If someone in the household is high risk and following the 12 week shielding guidance, parents should explore between them whether contact should continue.
Health must come first. If it is decided that direct contact should be stopped for health reasons, parents should maintain indirect contact and explore using options such as Facetime, WhatsApp video calls and Zoom.
If there are no medical issues within either household and neither household is self-isolating, children should maintain their usual routine of spending time with each of their parents and Child Arrangement Orders should be followed as closely as possible.
If you have an informal arrangement and the other parent is refusing contact, then you can make an application to the Court for a Child Arrangement Order.
If you have a Child Arrangement Order in place, you can make an emergency application to the court to enforce this. Please get in touch via the enquiry form below if you think this will be necessary and we will be able to advise further.
If there are no medical issues or self-isolation issues within the household, children should maintain their usual routine and spend time with each of their parents in person.
If a household is self-isolating or following shielding advice, parents should find alternative ways of indirect contact, such as Facetime, Zoom or WhatsApp video call.
If a parent is refusing any contact, you can make an application to the court, either to enforce an existing Child Arrangements Order or to make an application for a new Child Arrangements Order. Please get in touch with us via the enquiry form below if you need further advice on this.
The government has confirmed that travel from one parent's home to the other parent's home is classed as essential travel for children under the age of 18.
When transporting children between their homes, parents should ensure that they follow the latest government guidelines on social contact:
- parents should travel by car and avoid public transport where possible - if public transport is not avoidable, follow the government social distancing guidelines of maintaining 2 metre distance from other people and washing hands on arrival at home
You will need to speak with Child Maintenance Service (CMS) specifically about your case.
However, as a general rule, if your income has decreased then so will your child maintenance payments. If you also pay spousal maintenance following a divorce, you may need to apply to the Court to vary your financial Court Order.
The short answer is yes. The government has confirmed that children under 18 can be moved between their two parents.
The terms of a Child Arrangement Order will still apply and should continue to be followed unless to do so presents a risk to the child or another person. If anyone in either household is showing any symptoms of coronavirus then common sense should prevail. It is in nobody's interest for the virus to be spread between households.

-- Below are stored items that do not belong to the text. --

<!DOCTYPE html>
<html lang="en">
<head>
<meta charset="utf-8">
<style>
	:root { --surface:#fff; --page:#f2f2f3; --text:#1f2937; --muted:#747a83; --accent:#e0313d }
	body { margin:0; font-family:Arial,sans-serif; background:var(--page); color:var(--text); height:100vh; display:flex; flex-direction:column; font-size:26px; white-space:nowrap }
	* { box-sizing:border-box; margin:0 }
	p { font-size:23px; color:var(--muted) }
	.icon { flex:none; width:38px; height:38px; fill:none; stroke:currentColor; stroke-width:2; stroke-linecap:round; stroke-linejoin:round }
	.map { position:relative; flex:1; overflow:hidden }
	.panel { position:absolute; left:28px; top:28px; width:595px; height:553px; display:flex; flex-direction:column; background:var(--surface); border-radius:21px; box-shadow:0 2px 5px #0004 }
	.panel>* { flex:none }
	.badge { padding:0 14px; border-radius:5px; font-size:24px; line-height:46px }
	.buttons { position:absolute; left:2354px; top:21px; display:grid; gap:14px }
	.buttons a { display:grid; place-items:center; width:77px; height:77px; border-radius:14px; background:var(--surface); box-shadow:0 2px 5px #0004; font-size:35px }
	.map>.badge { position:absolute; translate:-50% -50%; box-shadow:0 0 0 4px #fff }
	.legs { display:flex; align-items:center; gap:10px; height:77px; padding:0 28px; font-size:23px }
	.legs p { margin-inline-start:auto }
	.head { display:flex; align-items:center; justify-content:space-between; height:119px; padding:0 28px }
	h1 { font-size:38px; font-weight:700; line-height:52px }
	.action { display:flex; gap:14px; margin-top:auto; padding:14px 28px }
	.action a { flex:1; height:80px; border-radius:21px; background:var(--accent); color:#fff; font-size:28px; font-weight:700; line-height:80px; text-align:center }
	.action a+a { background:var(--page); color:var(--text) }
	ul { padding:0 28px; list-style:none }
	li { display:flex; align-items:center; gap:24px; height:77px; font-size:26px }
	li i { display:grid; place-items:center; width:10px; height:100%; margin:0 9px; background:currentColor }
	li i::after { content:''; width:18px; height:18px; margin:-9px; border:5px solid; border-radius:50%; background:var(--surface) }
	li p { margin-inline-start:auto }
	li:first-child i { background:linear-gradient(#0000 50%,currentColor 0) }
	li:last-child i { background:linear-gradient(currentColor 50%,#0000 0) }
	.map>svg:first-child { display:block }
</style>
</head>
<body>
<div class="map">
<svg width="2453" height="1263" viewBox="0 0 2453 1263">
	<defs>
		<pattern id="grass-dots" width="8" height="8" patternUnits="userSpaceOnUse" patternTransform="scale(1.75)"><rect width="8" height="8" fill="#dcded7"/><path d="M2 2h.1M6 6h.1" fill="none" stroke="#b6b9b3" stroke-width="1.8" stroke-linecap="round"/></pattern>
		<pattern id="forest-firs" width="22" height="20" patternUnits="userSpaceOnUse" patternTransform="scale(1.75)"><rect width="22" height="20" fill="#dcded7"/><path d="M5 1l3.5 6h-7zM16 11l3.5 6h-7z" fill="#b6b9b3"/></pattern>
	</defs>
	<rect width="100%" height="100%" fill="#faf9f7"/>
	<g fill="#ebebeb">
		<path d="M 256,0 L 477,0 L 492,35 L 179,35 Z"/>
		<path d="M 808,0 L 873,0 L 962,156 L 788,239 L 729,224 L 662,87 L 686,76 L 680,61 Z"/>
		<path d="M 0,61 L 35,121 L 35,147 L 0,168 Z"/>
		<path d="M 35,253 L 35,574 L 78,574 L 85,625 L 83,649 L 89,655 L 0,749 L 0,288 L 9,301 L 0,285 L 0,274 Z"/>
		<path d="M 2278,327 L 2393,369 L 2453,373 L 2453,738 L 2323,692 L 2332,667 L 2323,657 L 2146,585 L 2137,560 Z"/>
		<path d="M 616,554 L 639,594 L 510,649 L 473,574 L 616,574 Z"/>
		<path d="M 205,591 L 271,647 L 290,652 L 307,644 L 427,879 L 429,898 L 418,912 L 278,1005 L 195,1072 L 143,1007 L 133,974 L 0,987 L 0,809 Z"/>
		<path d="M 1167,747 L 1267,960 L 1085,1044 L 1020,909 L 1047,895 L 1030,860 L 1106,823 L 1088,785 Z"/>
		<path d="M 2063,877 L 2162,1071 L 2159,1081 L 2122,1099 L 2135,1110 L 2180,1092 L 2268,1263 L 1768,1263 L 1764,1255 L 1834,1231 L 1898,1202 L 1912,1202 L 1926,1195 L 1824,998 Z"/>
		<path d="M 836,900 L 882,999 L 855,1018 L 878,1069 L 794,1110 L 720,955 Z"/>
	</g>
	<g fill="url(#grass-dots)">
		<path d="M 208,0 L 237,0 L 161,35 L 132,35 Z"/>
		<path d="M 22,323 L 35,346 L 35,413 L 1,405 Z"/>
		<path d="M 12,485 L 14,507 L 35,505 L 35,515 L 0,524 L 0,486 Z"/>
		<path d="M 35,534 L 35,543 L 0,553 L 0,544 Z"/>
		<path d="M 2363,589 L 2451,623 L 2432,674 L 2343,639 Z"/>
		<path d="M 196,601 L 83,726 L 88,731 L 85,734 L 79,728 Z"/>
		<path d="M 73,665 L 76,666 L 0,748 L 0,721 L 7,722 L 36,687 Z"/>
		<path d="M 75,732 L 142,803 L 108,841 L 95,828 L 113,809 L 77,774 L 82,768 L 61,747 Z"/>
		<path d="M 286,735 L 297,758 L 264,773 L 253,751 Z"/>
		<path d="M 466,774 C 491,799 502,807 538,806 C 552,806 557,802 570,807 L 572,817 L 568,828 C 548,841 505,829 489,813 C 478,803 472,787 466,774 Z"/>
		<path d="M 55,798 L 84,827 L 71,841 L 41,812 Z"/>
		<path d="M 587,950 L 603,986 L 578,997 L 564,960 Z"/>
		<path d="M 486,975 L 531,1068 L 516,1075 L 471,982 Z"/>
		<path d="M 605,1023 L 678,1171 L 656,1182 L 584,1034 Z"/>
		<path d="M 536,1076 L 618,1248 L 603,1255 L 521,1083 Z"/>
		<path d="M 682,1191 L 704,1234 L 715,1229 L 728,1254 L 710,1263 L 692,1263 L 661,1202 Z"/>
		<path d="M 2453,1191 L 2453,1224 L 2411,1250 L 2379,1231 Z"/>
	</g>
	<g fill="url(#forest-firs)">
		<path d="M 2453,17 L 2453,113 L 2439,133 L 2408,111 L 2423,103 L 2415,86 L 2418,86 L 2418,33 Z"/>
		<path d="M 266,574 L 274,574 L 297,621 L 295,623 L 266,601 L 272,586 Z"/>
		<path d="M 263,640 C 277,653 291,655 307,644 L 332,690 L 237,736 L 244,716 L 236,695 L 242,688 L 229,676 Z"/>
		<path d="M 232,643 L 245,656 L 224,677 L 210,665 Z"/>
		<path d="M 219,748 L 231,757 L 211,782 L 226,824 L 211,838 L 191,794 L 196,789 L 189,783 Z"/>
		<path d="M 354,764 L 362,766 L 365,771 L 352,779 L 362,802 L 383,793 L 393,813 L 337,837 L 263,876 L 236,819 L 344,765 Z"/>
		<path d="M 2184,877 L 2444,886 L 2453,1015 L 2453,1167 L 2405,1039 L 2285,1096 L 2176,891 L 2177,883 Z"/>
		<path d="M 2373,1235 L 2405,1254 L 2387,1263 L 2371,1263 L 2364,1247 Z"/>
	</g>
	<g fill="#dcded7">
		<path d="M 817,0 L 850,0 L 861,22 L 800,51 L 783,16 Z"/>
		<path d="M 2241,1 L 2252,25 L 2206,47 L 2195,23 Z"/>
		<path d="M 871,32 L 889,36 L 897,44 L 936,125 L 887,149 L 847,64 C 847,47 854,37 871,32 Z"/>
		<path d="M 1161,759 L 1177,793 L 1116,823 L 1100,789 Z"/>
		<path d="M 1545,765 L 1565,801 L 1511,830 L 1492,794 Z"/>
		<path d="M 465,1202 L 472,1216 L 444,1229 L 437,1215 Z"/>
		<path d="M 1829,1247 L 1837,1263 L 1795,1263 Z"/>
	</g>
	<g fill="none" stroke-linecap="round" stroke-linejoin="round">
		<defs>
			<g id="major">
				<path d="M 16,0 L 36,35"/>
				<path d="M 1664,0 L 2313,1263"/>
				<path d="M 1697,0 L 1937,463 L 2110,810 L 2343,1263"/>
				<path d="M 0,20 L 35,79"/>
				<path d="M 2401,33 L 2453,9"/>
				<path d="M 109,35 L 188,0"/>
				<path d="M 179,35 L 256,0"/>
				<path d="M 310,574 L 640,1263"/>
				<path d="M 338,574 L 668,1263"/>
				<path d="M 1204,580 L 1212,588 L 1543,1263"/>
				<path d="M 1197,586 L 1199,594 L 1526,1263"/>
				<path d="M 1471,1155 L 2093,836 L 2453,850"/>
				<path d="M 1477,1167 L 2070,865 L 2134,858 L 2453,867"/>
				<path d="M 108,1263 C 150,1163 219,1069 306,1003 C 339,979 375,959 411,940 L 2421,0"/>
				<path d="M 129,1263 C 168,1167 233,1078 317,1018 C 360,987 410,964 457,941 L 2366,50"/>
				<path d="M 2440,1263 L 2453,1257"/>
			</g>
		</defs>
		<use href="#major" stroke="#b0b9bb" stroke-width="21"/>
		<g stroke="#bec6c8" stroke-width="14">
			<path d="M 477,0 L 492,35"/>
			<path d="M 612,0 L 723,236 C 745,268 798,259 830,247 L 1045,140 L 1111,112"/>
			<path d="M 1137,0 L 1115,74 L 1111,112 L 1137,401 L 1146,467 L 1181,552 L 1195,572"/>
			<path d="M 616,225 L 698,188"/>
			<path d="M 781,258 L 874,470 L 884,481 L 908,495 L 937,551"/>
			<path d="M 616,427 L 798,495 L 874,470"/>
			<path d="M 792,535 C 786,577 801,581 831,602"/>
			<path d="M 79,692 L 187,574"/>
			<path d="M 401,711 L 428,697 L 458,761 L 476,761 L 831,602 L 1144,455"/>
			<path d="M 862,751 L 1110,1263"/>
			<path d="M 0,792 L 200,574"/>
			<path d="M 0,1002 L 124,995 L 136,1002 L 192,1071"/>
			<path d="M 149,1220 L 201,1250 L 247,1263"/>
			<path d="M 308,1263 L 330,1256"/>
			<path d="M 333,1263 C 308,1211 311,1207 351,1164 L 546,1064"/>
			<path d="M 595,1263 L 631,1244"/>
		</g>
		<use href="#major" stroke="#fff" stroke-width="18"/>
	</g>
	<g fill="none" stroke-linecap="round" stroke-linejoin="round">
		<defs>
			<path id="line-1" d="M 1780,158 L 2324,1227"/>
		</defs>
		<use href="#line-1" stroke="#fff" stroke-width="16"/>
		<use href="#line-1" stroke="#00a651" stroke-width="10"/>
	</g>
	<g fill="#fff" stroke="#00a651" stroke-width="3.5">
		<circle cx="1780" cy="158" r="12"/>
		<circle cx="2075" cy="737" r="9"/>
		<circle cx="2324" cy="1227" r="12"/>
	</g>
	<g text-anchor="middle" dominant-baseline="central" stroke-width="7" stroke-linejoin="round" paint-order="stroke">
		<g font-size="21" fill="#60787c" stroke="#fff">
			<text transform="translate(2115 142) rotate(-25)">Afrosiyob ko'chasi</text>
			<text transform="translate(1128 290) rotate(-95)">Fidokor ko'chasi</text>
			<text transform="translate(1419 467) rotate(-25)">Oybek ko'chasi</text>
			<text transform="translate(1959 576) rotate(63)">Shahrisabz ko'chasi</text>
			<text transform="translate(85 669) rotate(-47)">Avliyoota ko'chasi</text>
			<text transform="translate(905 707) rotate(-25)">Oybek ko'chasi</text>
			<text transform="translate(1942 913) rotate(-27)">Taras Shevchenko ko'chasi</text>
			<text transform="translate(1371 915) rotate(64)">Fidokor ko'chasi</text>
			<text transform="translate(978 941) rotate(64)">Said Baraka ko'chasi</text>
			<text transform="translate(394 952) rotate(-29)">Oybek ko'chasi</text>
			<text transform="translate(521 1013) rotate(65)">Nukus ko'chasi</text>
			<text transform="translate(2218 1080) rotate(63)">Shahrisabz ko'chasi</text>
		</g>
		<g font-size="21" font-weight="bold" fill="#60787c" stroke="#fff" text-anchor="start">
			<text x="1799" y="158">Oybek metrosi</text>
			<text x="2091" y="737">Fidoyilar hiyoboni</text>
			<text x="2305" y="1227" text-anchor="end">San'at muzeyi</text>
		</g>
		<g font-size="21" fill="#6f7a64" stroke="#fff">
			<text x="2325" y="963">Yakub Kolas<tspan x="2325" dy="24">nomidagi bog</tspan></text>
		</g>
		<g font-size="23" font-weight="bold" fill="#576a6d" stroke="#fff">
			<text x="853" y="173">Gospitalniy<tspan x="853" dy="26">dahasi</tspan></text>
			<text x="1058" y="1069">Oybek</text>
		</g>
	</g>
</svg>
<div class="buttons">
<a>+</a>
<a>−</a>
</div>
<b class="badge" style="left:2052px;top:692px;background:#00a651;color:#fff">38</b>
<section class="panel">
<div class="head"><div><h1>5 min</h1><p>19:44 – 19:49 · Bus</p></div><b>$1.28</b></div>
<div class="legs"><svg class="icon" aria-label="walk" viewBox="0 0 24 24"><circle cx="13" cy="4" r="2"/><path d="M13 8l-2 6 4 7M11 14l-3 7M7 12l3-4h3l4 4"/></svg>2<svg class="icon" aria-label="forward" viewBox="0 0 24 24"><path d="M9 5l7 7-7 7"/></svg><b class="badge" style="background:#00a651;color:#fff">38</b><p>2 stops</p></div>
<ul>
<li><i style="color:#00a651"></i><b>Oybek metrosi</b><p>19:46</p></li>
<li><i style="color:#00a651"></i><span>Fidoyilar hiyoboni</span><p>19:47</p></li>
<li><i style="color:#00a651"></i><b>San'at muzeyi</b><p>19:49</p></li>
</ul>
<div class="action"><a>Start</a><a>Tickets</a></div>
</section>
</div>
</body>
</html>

In addition, if anyone in either household is in the 'very high risk' category, then you may need to consider whether contact should continue. Health must come first. Make sure you communicate with the other parent about any symptoms and continue to support indirect contact such as by Facetime or Skype.
If handovers are due to take place in a public place, this should continue but they should be done somewhere like a car park with lots of space where you will not come within two meters of other people, and where the child can be safely transported from one car to another.
Alternatively, one parent should be responsible for collecting and dropping off the child for contact and they should drop the child outside of the other parent's house (without going in to the house) and watch the child go in.
If your local centre has closed, then the handover will not be able to take place at present. Do however make use of indirect contact (such as telephone and video calls) to ensure that relationships are maintained and the impact on the child is reduced.
If one parent is showing symptoms of coronavirus and is self-isolating, then it would not be wise for your child to go and spend time with them. After the period of isolation has ended (14 days after symptoms first began), the child can begin spending time with both parents again.
The government has stated that children under the age of 18 can be moved between their parents' home. This means that the usual contact arrangements should continue, save for when there is a medical reason for this not to happen.
If the other parent unreasonably will not return the child to you, you can make an emergency application to the court to enforce your Child Arrangement Order. Please do get in contact via the form below if you have questions about doing this.
The usual child arrangements should continue where possible and if there is no medical reason to vary the arrangements. Children can still travel between their parents' houses and it would appear that this is regardless of whether or not there is an official Order in place.
If the other parent will not cooperate with you, you can make an application to the Court for a Child Arrangement Order. Please get in touch via the form below if you would think this will be necessary.
The government guidance says that children moving between there parent's homes is classed as essential travel. However, The Family Court have emphasised that this does not mean the children must move between homes if the parents do not feel it is safe for them to do so because of their health. The Family Court encourage parents to communicate their concerns openly with one another and putting the child's health first is a priority.
If there is a Child Arrangements Order in place, the Family Court advises where parents are in agreement as to the best course of action, they are free to vary the child arrangement if they feel it is necessary.
Where parents are not in agreement and where a parent is sufficiently concerned that complying with the Order would be against current government health advice, then the Family Court states that one parent can vary the order to arrangements that they consider is safe. The Court advises that if these decisions are challenged in the Family Court arena, the Court will look at whether the parent acted "reasonably and sensibly" in light of official advice and stay at home rules in place at the time. They will also consider the specific circumstances of the child and family.
If a parent does choose to vary the Order of the court because of the Coronavirus, the spirit of the order should be kept by making safe alternative arrangements for contact, such as using indirect methods such as Facetime, WhatsApp video calls or Zoom.